(Dataset entries)
____________

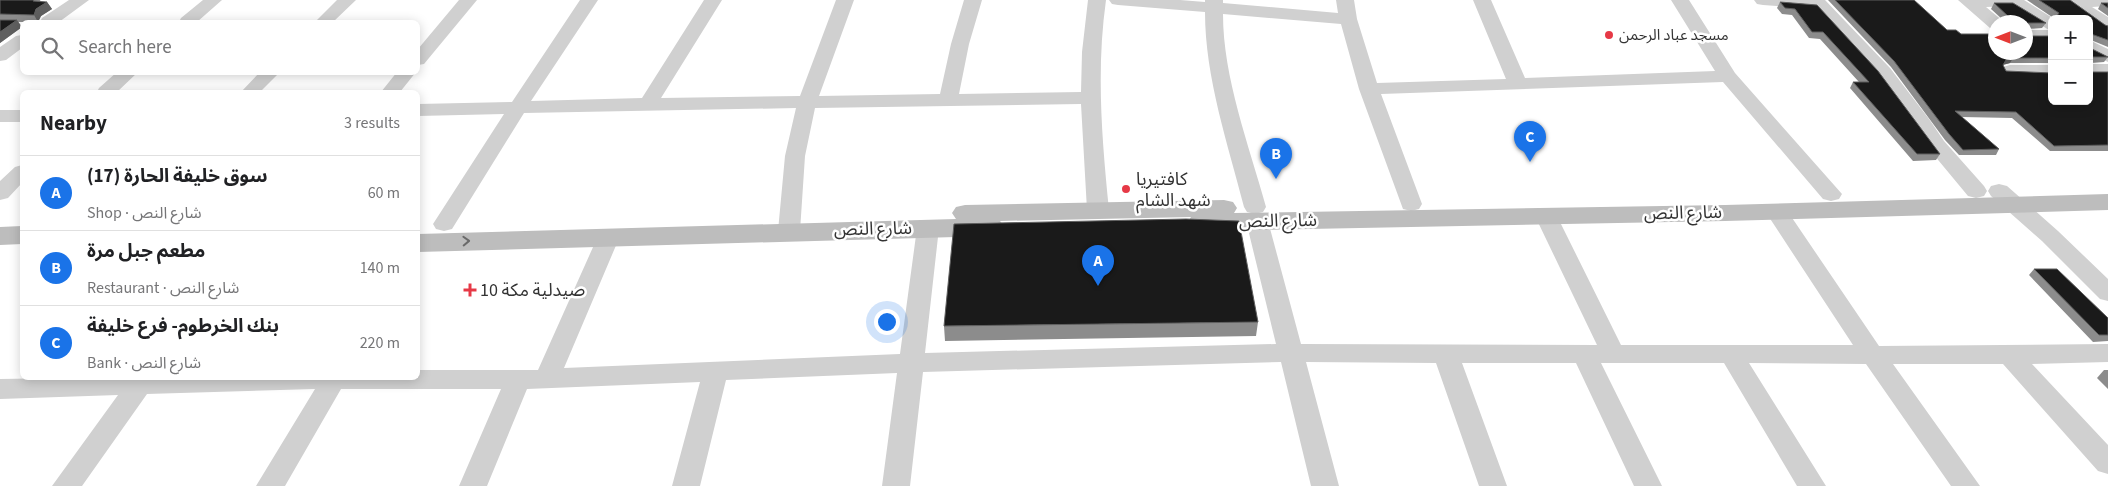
<!DOCTYPE html>
<meta charset="utf-8">
<style>
body{margin:0;font-family:"Source Sans 3","Noto Sans Arabic",sans-serif;background:#f6f6f6;color:#202124}
.controls{position:absolute;right:15px;top:15px;display:grid;overflow:hidden;border-radius:8px;box-shadow:0 2px 12px #0003}
.controls button{width:45px;height:45px;display:grid;place-items:center;padding:0;border:0;border-bottom:1px solid #e0e0e0;background:#fff;color:#202124;font:25px sans-serif}
.compass{position:absolute;left:1988px;top:15px;width:45px;height:45px;border-radius:50%;background:#fff;box-shadow:0 2px 12px #0003;rotate:270deg}
.you{position:absolute;left:886px;top:321px;width:18px;height:18px;margin:-12px;border:4px solid #fff;border-radius:50%;background:#1a73e8;box-shadow:0 0 0 8px #1a73e833}
.badge{display:grid;place-items:center;width:32px;height:32px;border-radius:50%;background:#1a73e8;color:#fff;font-size:16px;font-weight:700}
.pin{position:absolute;translate:-50% -41px;filter:drop-shadow(0 1px 2px #0008)}
.pin::after{content:'';position:absolute;top:26px;width:18px;height:15px;background:inherit;clip-path:polygon(0 0,100% 0,50% 100%)}
.list{margin:0;padding:0;list-style:none}
h2{display:flex;justify-content:space-between;align-items:center;height:65px;margin:0;padding:0 20px;font-size:21px}
h2 small{font-size:16px;font-weight:400;color:#757577}
.list li{display:grid;grid-template-columns:32px 1fr auto;gap:15px;align-items:center;box-sizing:border-box;height:75px;padding:0 20px;border-top:1px solid #e0e0e0}
.list b{display:block;font-size:19px;white-space:nowrap}
.list p{margin:0;font-size:16px;white-space:nowrap;color:#757577}
.list em{font-size:16px;font-style:normal;color:#757577}
.icon{flex:none;width:28px;height:28px;fill:none;stroke:currentColor;stroke-width:2;stroke-linecap:round;stroke-linejoin:round}
.map{position:relative;flex:none;width:2108px;height:486px;overflow:hidden}
.search{position:absolute;background:#fff;box-shadow:0 2px 12px #0003;left:20px;top:20px;width:400px;height:55px;display:flex;align-items:center;gap:12px;box-sizing:border-box;padding:0 18px;border-radius:8px;color:#757577;font-size:19px}
.panel{position:absolute;background:#fff;box-shadow:0 2px 12px #0003;left:20px;top:90px;width:400px;height:290px;border-radius:8px}
.map>svg:first-child{display:block}
</style>
<div class="map">
<svg width="2108" height="486" viewBox="0 0 2108 486">
<rect width="100%" height="100%" fill="#fff"/>
<g fill="none" stroke-linecap="round" stroke-linejoin="round">
<!-- street -->
<path fill="#d0d0d0" fill-rule="evenodd" d="M69,0H89L59,22H40L42,18Z
M203,0H222L197,22H179L181,18Z
M337,0H356L333,22H315Z
M459,0H477L424,64L418,65V49Z
M580,0H598L531,101L642,98L704,0H722L661,98L800,96L836,0H854L819,96L940,94L951,44L964,0H982L969,44L959,94L1081,92L1082,52L1088,0H1106C1096,71 1102,140 1109,210L1106,215L1098,217L1090,215L1087,210L1081,104L815,108L805,156L800,231L797,236L789,238L781,236L778,231L785,156L796,108L524,113L452,229L444,231L436,229L433,224L504,114L418,116V104L512,102Z
M1109,0H1180L1205,2V0H1223V3L1338,13L1336,0H1354L1357,19L1377,83L1506,79L1473,0H1491L1525,78L1715,71L1671,0H1689L1735,73L1842,194L1839,199L1831,201L1823,199L1723,82L1381,94L1422,204L1419,209L1411,211L1403,209L1359,89L1341,24L1223,14C1223,78 1249,145 1266,207L1263,212L1255,214L1247,212L1244,207C1228,144 1205,78 1205,12L1118,5L1112,4Z
M1754,0H1825L1890,68L1929,119L1944,141L1984,186L1987,191L1984,196L1976,198L1968,196L1929,149L1913,125L1876,76L1815,9L1763,5L1757,4Z
M1958,0H2024L2054,19H2052V40H2026V30H2049L2010,6L1986,7L2004,22H1996V29L1990,28Z
M2062,0H2108V6L2092,7L2108,17V30L2102,29Z
M22,35V48L6,60L0,61V47L16,36Z
M2089,40L2108,49V62L2089,53Z
M2089,64H2108V76H2089Z
M2010,65H2052V77L2003,75L2001,71L2003,67Z
M117,72H138L117,92H97L99,88Z
M260,72H280L260,92H241Z
M397,72H416L400,92H381Z
M0,110H22V122H0Z
M22,165V183L8,198L0,200V181L15,167Z
M1999,184L2007,186L2058,231L2108,279V301L2100,299L2042,241L1991,196L1988,191L1991,186Z
M1776,204L1784,206L1879,346L2108,344V362L2032,364L2108,445V474L2098,471L2003,364H1893L1980,486H1951L1866,364L1749,363L1826,486H1797L1724,363H1601L1662,486H1634L1576,363H1462L1507,486H1479L1436,363L1306,362L1339,486H1311L1281,362L923,372L910,486H882L897,373L726,380L700,486H672L700,382L527,389L487,486H459L501,389H341L285,486H256L315,389L147,394L82,486H52L118,395L0,399V379L61,378H418V370H538L598,236L601,231L609,229L617,231L620,236L564,368L900,354L917,228L920,223L928,221L936,223L939,228L925,353L1276,344L1246,221L1249,216L1257,214L1265,216L1268,221L1301,344L1597,345L1535,216L1538,211L1546,209L1554,211L1557,216L1621,345H1853L1765,211L1768,206Z"/>
<!-- secondary -->
<path fill="#bdbdbd" fill-rule="evenodd" d="M2108,194V210L1725,221L1201,231L1191,228L1188,222L1191,217L1000,221L1005,227L1001,233L991,236L418,252V234L956,219L952,213L956,207L965,205L1224,200L1233,202L1237,208L1234,213L1725,205Z
M22,226V244L0,245V227Z"/>
</g>
<!-- wall -->
<path fill="#8c8c8c" d="M0,0H40L41,2H47L52,9L41,16L38,22H18L22,27L0,43Z
M1828,0H1914L1947,30L2026,52V22H2000L2002,19L1991,9L1994,3L2046,23L2042,28L2028,29V36H2052V63H2010L2003,65L2006,71L2052,101L2089,19H2055L2027,0H2070L2105,25L2108,26V47L2091,40L2092,49L2108,57L2104,62L2091,63V72H2108V151H2050L2012,118L1962,117L1999,149L1996,155H1959L1945,140L1891,67Z
M1780,2L1817,5L1940,154L1936,160L1913,161L1850,88L1853,82H1859L1820,39L1809,38L1792,15L1782,14L1777,8Z
M2101,3H2108V16L2098,9Z
M2034,269L2108,318V341L2093,342L2029,275Z
M1258,322L1256,336L945,341L944,326Z
M2104,370H2108V389L2097,378Z"/>
<!-- shaded-wall -->
<path fill="#5f5f5f" d="M47,2L52,9L41,16L38,22L34,15L36,9Z
M17,20L22,27L0,43V32Z
M2013,58L2010,63L2002,65L2006,60Z"/>
<!-- building -->
<path fill="#1a1a1a" stroke="#5f5f5f" d="M0,0H34L33,1L47,2L36,9L34,15L0,14Z
M1835,0H1914L1947,30H1956L1961,34H1996V52H2026V22H2007L2002,19L2009,17L1994,3H2013L2046,23H2028V36H2052V58H2013L2006,60L2003,65L2006,71L2052,73V101H2089V19H2057V16L2059,13L2039,0H2070L2105,25L2108,26V40L2091,34L2092,49L2108,57H2091V72H2108V145L2054,146L2016,112L1955,111L1999,149L1963,150L1949,134L1894,61Z
M1780,2L1817,5L1878,71L1940,154H1917L1853,82H1869L1823,32H1812L1795,9L1785,8Z
M2101,3H2108V8Z
M0,20H17L0,32Z
M1186,219L1239,221L1258,322L944,326L954,224Z
M2034,269H2057L2108,318V335H2099Z"/>
<!-- one-way arrows -->
<defs><path id="oneway-chevron" d="M-2-3.5L2.5 0L-2 3.5" fill="none" stroke-width="1.6" stroke-linecap="round" stroke-linejoin="round" transform="scale(1.25)"/></defs>
<use stroke="#6a6a6a" href="#oneway-chevron" transform="translate(466 241) rotate(-2)"/>
<!-- markers -->
<g fill="#e63946" stroke="#fff" stroke-width="2">
<circle cx="1609" cy="35" r="5"/>
<circle cx="1126" cy="189" r="5"/>
<path d="M467.5 282.5h5v5h5v5h-5v5h-5v-5h-5v-5h5z"/>
</g>
<g text-anchor="middle" dominant-baseline="central" stroke-width="5" stroke-linejoin="round" paint-order="stroke">
<!-- far-poi labels -->
<g font-size="15" fill="#333" stroke="#fff" text-anchor="start">
<text x="1619" y="35">مسجد عباد الرحمن</text>
</g>
<!-- poi labels -->
<g font-size="18" fill="#333" stroke="#fff" text-anchor="start">
<text x="1136" y="179">كافتيريا<tspan x="1136" dy="21">شهد الشام</tspan></text>
<text x="480" y="290">صيدلية مكة 10</text>
</g>
<!-- street labels -->
<g font-size="18" fill="#333" stroke="#fff">
<text transform="translate(1683 213) rotate(-1)">شارع النص</text>
<text transform="translate(1278 221) rotate(-1)">شارع النص</text>
<text transform="translate(873 229) rotate(-1)">شارع النص</text>
</g>
</g>
</svg>
<div class="controls">
<button>+</button>
<button>−</button>
</div>
<svg class="compass" viewBox="-18 -18 36 36"><path d="M0-13l5 13h-10z" fill="#e53935"/><path d="M0 13l5-13h-10z" fill="#757577"/></svg>
<div class="you"></div>
<div class="pin badge" style="left:1098px;top:286px">A</div>
<div class="pin badge" style="left:1276px;top:179px">B</div>
<div class="pin badge" style="left:1530px;top:162px">C</div>
<div class="search"><svg class="icon" aria-label="search" viewBox="0 0 24 24"><circle cx="10" cy="10" r="6"/><path d="M15 15l6 6"/></svg>Search here</div>
<section class="panel">
<h2>Nearby<small>3 results</small></h2>
<ul class="list">
<li><span class="badge">A</span><div><b>سوق خليفة الحارة (17)</b><p>Shop · شارع النص</p></div><em>60 m</em></li>
<li><span class="badge">B</span><div><b>مطعم جبل مرة</b><p>Restaurant · شارع النص</p></div><em>140 m</em></li>
<li><span class="badge">C</span><div><b>بنك الخرطوم- فرع خليفة</b><p>Bank · شارع النص</p></div><em>220 m</em></li>
</ul>
</section>
</div>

____________

TO DO>
One number makes up the answer: the number of lines among the entries that include the word "content".

ANSWER SECTION>
2